▶ **Work order**
Tell me how many lines in the entries below contain the word "scale"; reply with the number and nothing else.

▶ **Provided entries**
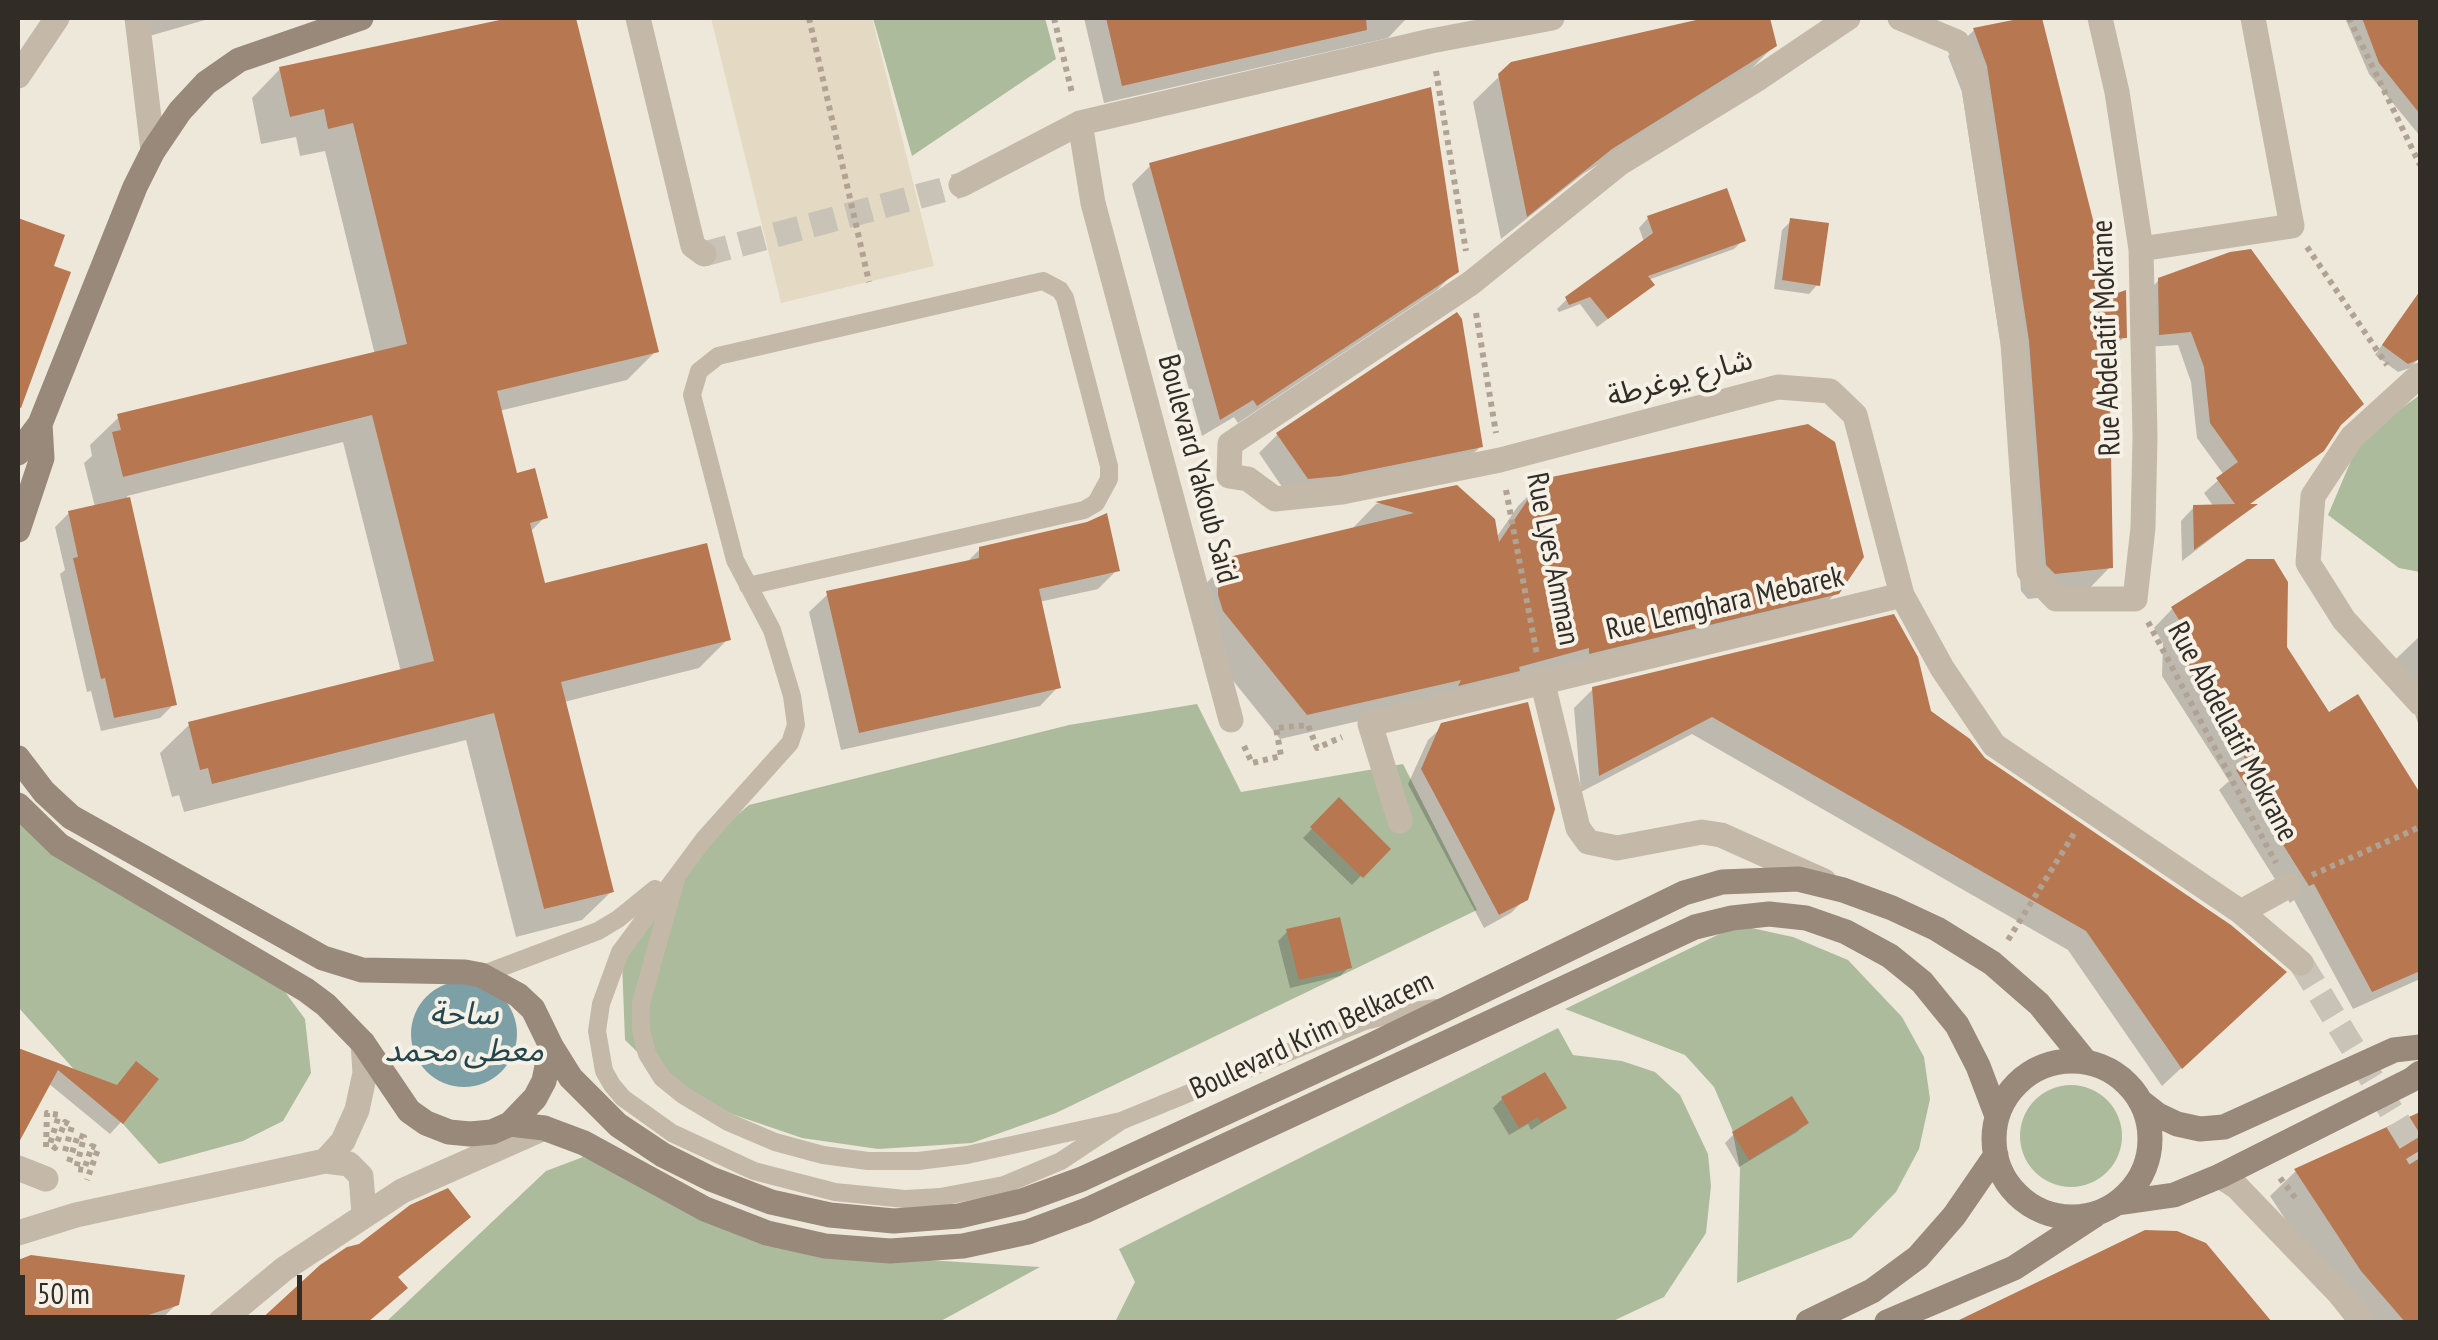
<!DOCTYPE html>
<meta charset="utf-8">
<style>
body{margin:0}
#map{position:relative;width:2438px;height:1340px;overflow:hidden;background:#eee8db;font-family:"PT Sans Narrow",sans-serif}
canvas{display:block}
.frame{position:absolute;inset:0;border:20px solid #322c27;pointer-events:none}
.scale{position:absolute;left:20px;top:1275px;width:282px;height:45px;box-sizing:border-box;border:5px solid #322c27;border-top:0;padding-left:12px;font-size:30px;line-height:35px;white-space:nowrap;color:#322c27;-webkit-text-stroke:8px #f6f1e6;paint-order:stroke}
</style>
<div id="map">
<canvas width="2438" height="1340"></canvas>
<div class="frame"></div>
<div class="scale">50 m</div>
</div>
<script>
const g = document.querySelector('canvas').getContext('2d');
g.lineJoin = 'round';
function fill(path, color) { g.fillStyle = color; g.fill(path, 'evenodd'); }
const poly = rows => new Path2D(rows.map(r => 'M' + r).join(''));
function strokePath(path, color, width, dash) { g.strokeStyle = color; g.lineWidth = width; g.lineCap = dash ? 'butt' : 'round'; g.setLineDash(dash || []); g.stroke(path); }
function label(font, color, halo, rows, align = 'center') {
  g.font = font + ' "PT Sans Narrow","Noto Sans Arabic",sans-serif'; g.lineWidth = 8; g.setLineDash([]); g.textBaseline = 'middle'; g.strokeStyle = halo; g.fillStyle = color; for (const [text, x, y, turn = 0] of rows) {
    g.save(); g.translate(x, y); g.rotate((+turn || 0) * Math.PI / 180); g.textAlign = isNaN(turn) ? turn : align; if (halo) g.strokeText(text, 0, 0); g.fillText(text, 0, 0); g.restore();
  }
}
const green = poly([
 [873,18,1045,18,1056,59,912,156],
 [2420,395,2420,572,2399,568,2328,515,2361,437],
 [1197,704,1241,792,1403,764,1477,910,1056,1113,972,1143,878,1149,802,1138,726,1112,673,1087,625,1040,622,962,698,849,749,805,1069,725],
 [18,813,280,985,305,1019,311,1073,283,1121,243,1141,159,1164,18,1007],
 [1738,925,1793,937,1848,960,1902,1017,1924,1057,1930,1099,1919,1149,1896,1192,1851,1238,1737,1283,1740,1169,1732,1129,1714,1087,1685,1055,1565,1009],
 [1558,1028,1573,1055,1622,1061,1655,1072,1680,1095,1708,1154,1711,1186,1706,1233,1664,1297,1611,1322,1115,1322,1135,1282,1119,1249],
 '2020 1136a51 51 0 1 1 102 0a51 51 0 1 1-102 0Z',
 [583,1157,623,1175,879,1257,1040,1267,939,1322,386,1322,546,1171]
]);
const plaza = poly([
 [711,18,872,18,934,266,781,303]
]);
const water = poly([
 '411 1034a53 53 0 1 1 106 0a53 53 0 1 1-106 0Z'
]);
const shadow = poly([
 [143,18,212,18,146,37],
 [519,18,573,18,656,351,627,380,499,411,515,476,545,517,530,532,543,586,728,639,699,668,564,702,611,892,582,920,516,937,466,740,184,812,179,795,172,797,160,753,189,725,401,672,343,442,127,496,174,704,160,718,101,731,91,691,87,692,60,574,65,570,55,527,69,513,95,507,84,463,92,456,90,445,119,417,375,355,325,151,300,156,296,137,261,144,252,98,280,69],
 [1084,18,1406,18,1406,19,1388,38,1104,103],
 [1717,18,1767,18,1774,46,1748,72,1583,174,1501,239,1473,102,1512,64],
 [2039,18,2110,298,2124,337,2107,354,2110,567,2085,593,2028,599,2021,591,2004,367,1962,92,1948,56,1974,30],
 [2345,18,2420,18,2420,136,2369,74],
 [1150,166,1456,271,1437,290,1238,423,1234,417,1202,436,1132,184],
 [1648,218,1743,240,1734,249,1648,280,1642,294,1597,327,1580,304,1559,312,1557,309,1567,299,1644,242,1639,228],
 [18,220,62,236,51,267,27,384,18,394],
 [1791,221,1818,284,1809,294,1774,289,1782,230],
 [2249,251,2238,509,2252,507,2182,561,2181,521,2194,507,2214,507,2204,493,2224,475,2197,438,2191,382,2178,345,2146,347,2145,294,2159,280],
 [2420,291,2420,357,2410,368,2398,372,2375,355],
 [1456,315,1481,446,1462,465,1289,497,1259,453,1277,435],
 [1544,480,1837,592,1811,618,1280,739,1198,637,1194,596,1220,569,1350,531,1376,504,1456,488,1496,538,1518,506],
 [980,549,1117,570,1098,589,1039,602,1058,687,1040,706,841,750,809,612,828,594,966,563],
 [2172,609,2284,648,2328,716,2358,697,2420,798,2420,979,2353,1009,2294,900,2290,903,2219,790,2229,781,2162,676,2163,643,2154,628],
 [2420,636,2420,729,2414,711,2380,674],
 [1593,689,1929,713,2265,990,2162,1086,2068,950,1692,734,1581,792,1574,708],
 [1443,726,1526,898,1511,913,1484,928,1408,784,1428,740],
 [1339,801,1387,849,1352,885,1303,838],
 [1287,932,1349,967,1340,976,1290,988,1278,941],
 [18,1051,116,1087,121,1122,110,1134,48,1083,18,1138],
 [1502,1099,1564,1108,1531,1130,1528,1124,1509,1135,1493,1108],
 [2420,1115,2420,1322,2357,1322,2338,1300,2270,1196,2296,1171],
 [1806,1123,1797,1132,1739,1167,1725,1143,1734,1134],
 [2146,1233,2205,1245,2269,1322,1961,1322],
 [360,1247,396,1278,392,1301,367,1322,263,1322,321,1267],
 [31,1258,177,1304,158,1322,18,1322,18,1263]
]);
const building = poly([
 [509,18,576,18,659,352,497,391,517,473,535,468,548,518,530,523,545,583,707,543,731,640,561,682,614,892,544,909,494,713,212,784,208,768,200,770,188,722,434,661,372,415,123,477,112,432,121,430,117,414,407,344,353,123,328,129,324,109,290,117,279,67],
 [1106,18,1366,18,1367,30,1122,86],
 [1705,18,1770,18,1777,46,1612,149,1527,217,1498,74,1511,62],
 [2023,18,2042,18,2112,295,2126,290,2127,338,2109,339,2113,568,2055,574,2046,565,2029,341,1987,66,1973,28],
 [2362,18,2420,18,2420,114,2379,63],
 [1431,87,1459,272,1257,406,1253,400,1220,420,1149,163],
 [1727,188,1746,241,1648,276,1655,285,1608,319,1590,297,1569,305,1565,297,1653,233,1647,216],
 [18,218,65,235,54,266,71,272,21,408,18,407],
 [1790,218,1829,223,1820,286,1782,280],
 [2251,249,2364,404,2341,425,2324,451,2250,504,2258,504,2194,550,2193,505,2235,504,2216,478,2238,462,2210,423,2204,367,2191,332,2159,335,2158,278,2230,252],
 [2420,291,2420,359,2408,364,2382,345],
 [1457,312,1462,319,1483,447,1340,476,1308,479,1276,433],
 [1808,424,1835,442,1864,557,1839,594,1589,654,1589,648,1519,667,1520,671,1458,686,1461,680,1307,715,1223,611,1218,595,1218,568,1233,556,1414,513,1375,502,1457,485,1495,519,1499,542,1542,479],
 [130,497,177,705,114,718,105,678,101,679,73,558,78,557,68,511],
 [1107,513,1120,571,1039,589,1061,688,859,733,826,591,979,558,979,547,1087,522],
 [2247,559,2274,559,2288,582,2287,647,2329,712,2358,694,2420,793,2420,971,2372,992,2314,884,2309,886,2236,770,2248,763,2180,657,2181,623,2171,607],
 [1894,614,1918,657,1931,711,1970,739,1985,758,2231,925,2287,972,2182,1069,2086,931,1712,717,1599,776,1592,687],
 [1528,702,1555,809,1528,900,1499,915,1421,769,1441,723],
 [1339,797,1391,849,1363,878,1310,827],
 [1340,917,1352,968,1299,980,1286,929],
 [18,1048,117,1085,136,1061,159,1079,123,1124,58,1070,18,1144],
 [1545,1072,1567,1108,1541,1123,1538,1117,1519,1128,1501,1097],
 [1792,1096,1809,1123,1749,1160,1732,1132],
 [2420,1112,2420,1322,2405,1322,2361,1271,2294,1169],
 [448,1188,471,1217,398,1277,408,1288,368,1322,258,1322,320,1265,347,1247,359,1244,410,1205],
 [2145,1230,2177,1231,2206,1243,2272,1322,1955,1322],
 [31,1255,185,1275,179,1305,127,1322,18,1322,18,1260]
]);
const streetTunnel = poly([
 [704,254,961,185],
 [2301,963,2420,1158]
]);
const path = poly([
 [809,18,869,282],
 [1054,18,1072,93],
 [2349,18,2420,165],
 [1436,71,1466,251],
 [2307,247,2387,365],
 [1476,313,1496,433],
 [1506,490,1537,655],
 [2148,622,2276,863],
 [1244,746,1252,763,1281,756,1276,728,1308,725,1317,748,1342,737],
 [2312,875,2420,827],
 [2008,940,2075,832],
 [46,1147,47,1113,59,1115,50,1144,55,1148,65,1122,72,1126,64,1155],
 [69,1162,78,1135,84,1137,76,1169,84,1170,92,1146,98,1149,87,1180],
 [2280,1178,2297,1200]
]);
const lane = poly([
 [748,586,1084,510,1096,503,1109,479,1109,466,1065,298,1060,290,1043,281,1034,283,718,356,699,371,692,395,735,560,772,630,792,696,796,725,790,743,704,839,620,952,601,1004,597,1031,604,1071,612,1085,623,1098,672,1133,754,1171,835,1192,905,1199,940,1197,1004,1185,1061,1161,1121,1121],
 [676,879,641,1003,641,1030,647,1054,662,1078,683,1095,728,1122,775,1142,823,1155,868,1161,918,1161,967,1155,1121,1121,1365,1021,1397,1013,1437,1008],
 [481,975,598,931,618,919,655,889]
]);
const street = poly([
 [137,18,153,151],
 [638,18,693,246,704,254],
 [1848,18,1759,78,1620,163,1471,283,1230,444,1229,476,1248,479,1275,499,1342,492,1500,460,1778,387,1830,391,1855,415,1902,595,1942,668,1994,745,2241,912,2301,963],
 [1900,18,1957,42,1971,68,2013,343,2029,571,2056,599,2135,599,2143,528,2145,437,2141,249,2117,92,2100,18],
 [18,76,57,18],
 [1080,123,1093,203,1231,720],
 [961,185,1080,123,1431,41,1552,18],
 [2141,249,2292,226,2253,18],
 [2420,375,2352,437,2313,496,2308,563,2344,620,2420,703],
 [1542,680,1578,828,1588,842,1617,848,1702,832,1721,835,1824,881],
 [1400,821,1370,724,1902,595],
 [2241,912,2288,886],
 [325,1161,349,1164,361,1176,364,1214],
 [18,1168,46,1179],
 [2220,1176,2237,1187,2339,1293,2362,1322],
 [18,1233,76,1215,325,1161,343,1141,357,1110,365,1073,363,1043],
 [220,1322,284,1269,402,1191,544,1128]
]);
const secondary = poly([
 [18,453,40,424,135,187,153,151,180,111,206,83,239,60,361,18],
 [18,530,42,458,40,424],
 [18,758,44,792,71,817,323,958,362,970,465,972,481,975,518,995,533,1009,551,1046,544,1081,535,1098,510,1124,492,1132,470,1134,449,1132,426,1123,409,1111,363,1043,326,1005,306,990,59,845,18,805],
 [551,1046,571,1078,618,1125,663,1155,711,1179,771,1202,830,1215,894,1221,959,1216,1022,1201,1082,1179,1374,1044,1684,893,1722,882,1798,879,1843,890,1892,908,1937,929,1992,963,2039,1004,2086,1062],
 '1994 1139a78 78 0 1 1 156 0a78 78 0 1 1-156 0Z',
 [2140,1101,2158,1115,2177,1124,2200,1129,2224,1127,2394,1050,2420,1047],
 [510,1124,544,1128,584,1143,705,1209,767,1233,825,1246,890,1251,963,1246,1028,1232,1087,1210,1695,927,1732,918,1769,914,1806,918,1846,932,1890,956,1922,982,1957,1025,1978,1066,1997,1116],
 [2118,1203,2174,1195,2220,1176,2411,1080,2420,1073],
 [1808,1322,1872,1291,1918,1257,1954,1216,1996,1155],
 [1887,1322,2014,1268,2095,1215]
]);
const streetNames = [
 ["Rue Abdelatif Mokrane",2107,338,-92],
 ["شارع يوغرطة",1680,379,-15],
 ["Boulevard Yakoub Saïd",1197,469,75],
 ["Rue Lyes Amman",1552,559,79],
 ["Rue Lemghara Mebarek",1725,604,-13],
 ["Rue Abdellatif Mokrane",2232,732,62],
 ["Boulevard Krim Belkacem",1312,1036,-25]
];
const waterNames = [
 ["ساحة",464,1015],
 ["معطى محمد",464,1052]
];
fill(green, '#adbb9d');
fill(plaza, '#e4dac3');
fill(water, '#7da0a7');
fill(shadow, '#0003');
fill(building, '#b77750');
strokePath(streetTunnel, '#c8c2b7', 25, [25, 12]);
strokePath(path, '#b0a393', 6, [5, 5]);
strokePath(lane, '#c4b9a8', 18);
strokePath(street, '#c4b9a8', 25);
strokePath(secondary, '#98897a', 25);
label('30px', '#322c27', '#f6f1e6', streetNames);
label('italic 32px', '#22454e', '#f6f1e6', waterNames);
</script>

▶ **Answer box**
2